#### Exercise
Return, word for word, the line containing "context.fill(box);" and every line after it through the last line of the records below.

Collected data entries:
-------
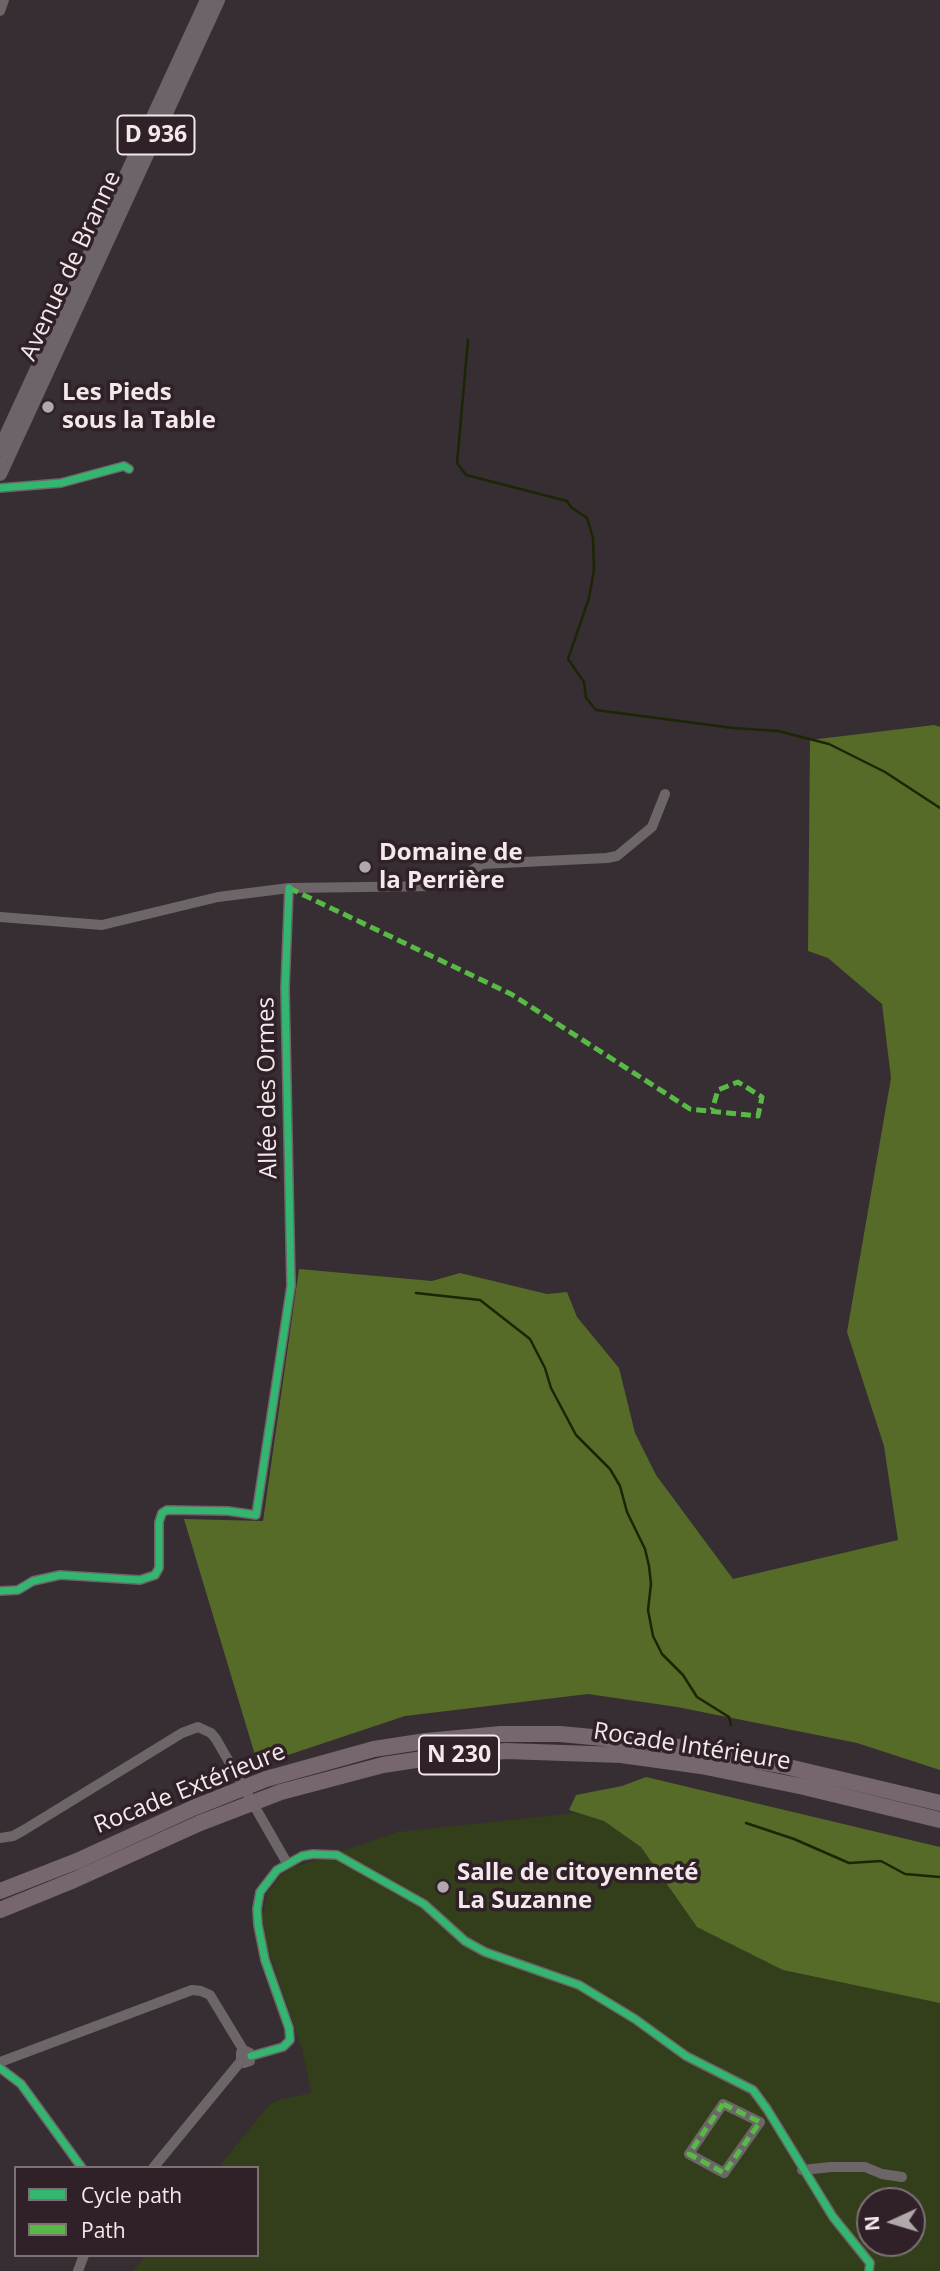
<!DOCTYPE html>
<meta charset="utf-8">
<style>
body{margin:0}
#map{position:relative;width:940px;height:2271px;overflow:hidden;background:#362e32;font-family:"Open Sans",sans-serif}
canvas{display:block}
.legend{position:absolute;left:14px;top:2166px;width:245px;height:91px;box-sizing:border-box;background:#2f2127;border:2px solid #7d7176;margin:0;padding:9px 12px;list-style:none;font-size:21px;color:#f3e9ed}
.legend li{display:flex;align-items:center;gap:14px;height:35px}
.legend b{width:35px;border:2px solid #7d7176}
.north{position:absolute;left:856px;top:2187px;width:70px;height:70px;box-sizing:border-box;background:#2f2127;border:2px solid #7d7176;border-radius:50%;rotate:266deg;font-size:19px;font-weight:700;line-height:28px;text-align:center;color:#f3e9ed}
.north::after{content:'';display:block;margin:auto;width:24px;height:32px;background:#b1a8ac;clip-path:polygon(50% 0,100% 100%,50% 72%,0 100%)}
</style>
<div id="map">
<canvas width="940" height="2271"></canvas>
<ul class="legend">
<li><b style="height:9px;background:#33b770"></b>Cycle path</li>
<li><b style="height:9px;background:#58b947"></b>Path</li>
</ul>
<div class="north">N</div>
</div>
<script>
const context = document.querySelector('canvas').getContext('2d');
context.lineJoin = 'round';
function fill(path, color) {
  context.fillStyle = color;
  context.fill(path, 'evenodd');
}
function poly(rows) {
  const path = new Path2D();
  for (const r of rows) {
    path.moveTo(r[0], r[1]);
    for (let i = 2; i < r.length; i += 2) path.lineTo(r[i], r[i + 1]);
  }
  return path;
}
function strokePath(path, color, width, dash) {
  context.strokeStyle = color;
  context.lineWidth = width;
  context.lineCap = dash ? 'butt' : 'round';
  context.setLineDash(dash || []);
  context.stroke(path);
}
function label(font, color, halo, rows, align = 'center') {
  context.font = font + ' "Open Sans",sans-serif';
  context.lineWidth = 7;
  context.setLineDash([]);
  context.textBaseline = 'middle';
  context.strokeStyle = halo;
  context.fillStyle = color;
  for (const [text, x, y, turn = 0] of rows) {
    context.save();
    context.translate(x, y);
    context.rotate((+turn || 0) * Math.PI / 180);
    context.textAlign = isNaN(turn) ? turn : align;
    if (halo) context.strokeText(text, 0, 0);
    context.fillText(text, 0, 0);
    context.restore();
  }
}
fill(poly([
 [585,1812,940,1880,940,2271,133,2271,146,2255,257,2255,257,2168,218,2168,269,2105,278,2100,311,2093,302,2049,265,1941,262,1917,268,1892,281,1875,291,1868,398,1832],
 [870,2201,912,2201,912,2243,870,2243]
]), '#333f1b');
fill(poly([
 [934,725,940,727,940,1770,857,1743,677,1707,588,1694,405,1716,258,1765,184,1519,263,1521,299,1269,432,1281,460,1273,547,1294,567,1292,577,1317,619,1368,635,1433,656,1475,733,1579,898,1540,884,1446,847,1332,891,1078,882,1004,828,958,808,951,810,740],
 [646,1777,940,1847,940,2003,783,1970,697,1927,641,1847,604,1821,569,1810,576,1795,622,1786]
]), '#566b28');
strokePath(poly([
 [468,340,457,463,466,475,567,501,571,507,587,518,593,538,594,570,589,598,568,659,584,682,586,698,596,710,733,728,778,731,829,744,885,772,940,808],
 [416,1293,480,1300,530,1339,545,1368,551,1388,576,1435,610,1469,620,1486,627,1512,645,1549,649,1566,651,1584,648,1610,653,1636,662,1654,683,1675,697,1697,729,1717,731,1725],
 [746,1823,794,1839,849,1863,881,1861,905,1874,940,1877]
]), '#1c2604', 2.5);
strokePath(poly([
 [0,11,4,0],
 [0,488,61,483,124,466,129,469],
 [0,917,102,925,218,897,289,888,440,886,454,881,482,864,607,858,617,856,652,827,665,794],
 [0,1591,18,1590,33,1581,60,1575,140,1580,155,1575,159,1568,159,1522,162,1513,167,1510,228,1511,256,1515,291,1286,285,988,289,888],
 [0,1838,13,1836,24,1830,182,1733,198,1727,211,1733,216,1739,287,1863],
 [251,2056,283,2047,290,2040,289,2028,265,1960,258,1925,257,1909,260,1892,277,1870,302,1856,313,1854,337,1855,424,1904,465,1941,485,1952,579,1985,635,2019,686,2056,753,2090,767,2109,833,2217,870,2263,869,2271],
 [0,2062,192,1990,201,1991,210,1995,244,2051],
 [0,2068,21,2084,82,2168],
 [723,2104,760,2122,724,2173,689,2154,723,2104],
 [153,2168,241,2061,241,2053,246,2051,250,2053,250,2061,244,2063,241,2061],
 [802,2170,831,2167,865,2167,882,2174,902,2177],
 [78,2271,84,2255]
]), '#6c6669', 10);
strokePath(poly([
 [0,449,207,0],
 [0,474,218,0]
]), '#6d6469', 14);
strokePath(poly([
 [0,1891,77,1861,193,1808,266,1779,374,1749,426,1741,501,1734,560,1734,657,1743,780,1765,940,1803],
 [0,1910,74,1880,200,1823,281,1792,383,1765,436,1757,506,1751,621,1755,701,1766,804,1787,940,1820]
]), '#76676e', 16);
strokePath(poly([
 [289,888,511,994,690,1109,758,1116,762,1097,738,1082,718,1090,712,1110],
 [723,2104,760,2122,724,2173,689,2154,723,2104]
]), '#58b947', 5, [10, 5]);
strokePath(poly([
 [0,488,61,483,124,466,129,469],
 [0,1591,18,1590,33,1581,60,1575,140,1580,155,1575,159,1568,159,1522,162,1513,167,1510,228,1511,256,1515,291,1286,285,988,289,888],
 [251,2056,283,2047,290,2040,289,2028,265,1960,258,1925,257,1909,260,1892,277,1870,302,1856,313,1854,337,1855,424,1904,465,1941,485,1952,579,1985,635,2019,686,2056,753,2090,767,2109,833,2217,870,2263,869,2271],
 [0,2068,21,2084,82,2168]
]), '#33b770', 7);
for (const [x, y, r, color] of [
 [48,407,7,"#b1a8ac"],
 [365,867,7,"#b1a8ac"],
 [443,1887,7,"#b1a8ac"]
]) {
  const dot = new Path2D();
  dot.arc(x, y, r, 0, 2 * Math.PI);
  context.fillStyle = color;
  context.fill(dot);
  strokePath(dot, '#2f2127', 2.5);
}
for (const [x, y, w] of [
 [156,135,77],
 [459,1755,80]
]) {
  const box = new Path2D();
  box.roundRect(x - w / 2, y - 19.5, w, 39, 5);
  context.fillStyle = '#2f2127';
  context.fill(box);
  strokePath(box, '#f3e9ed', 2);
}
label('bold 23px', '#f3e9ed', null, [
 ["D 936",156,135],
 ["N 230",459,1755]
]);
label('24px', '#f3e9ed', '#2f2127', [
 ["Avenue de Branne",71,266,-65],
 ["Allée des Ormes",268,1088,-91],
 ["Rocade Intérieure",692,1747,9],
 ["Rocade Extérieure",190,1789,-22]
]);
label('bold 24px', '#f3e9ed', '#2f2127', [
 ["Les Pieds",62,393],
 ["sous la Table",62,421],
 ["Domaine de",379,853],
 ["la Perrière",379,881],
 ["Salle de citoyenneté",457,1873],
 ["La Suzanne",457,1901]
], 'left');
</script>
-------
#### Answer to this problem
  context.fill(box);
  strokePath(box, '#f3e9ed', 2);
}
label('bold 23px', '#f3e9ed', null, [
 ["D 936",156,135],
 ["N 230",459,1755]
]);
label('24px', '#f3e9ed', '#2f2127', [
 ["Avenue de Branne",71,266,-65],
 ["Allée des Ormes",268,1088,-91],
 ["Rocade Intérieure",692,1747,9],
 ["Rocade Extérieure",190,1789,-22]
]);
label('bold 24px', '#f3e9ed', '#2f2127', [
 ["Les Pieds",62,393],
 ["sous la Table",62,421],
 ["Domaine de",379,853],
 ["la Perrière",379,881],
 ["Salle de citoyenneté",457,1873],
 ["La Suzanne",457,1901]
], 'left');
</script>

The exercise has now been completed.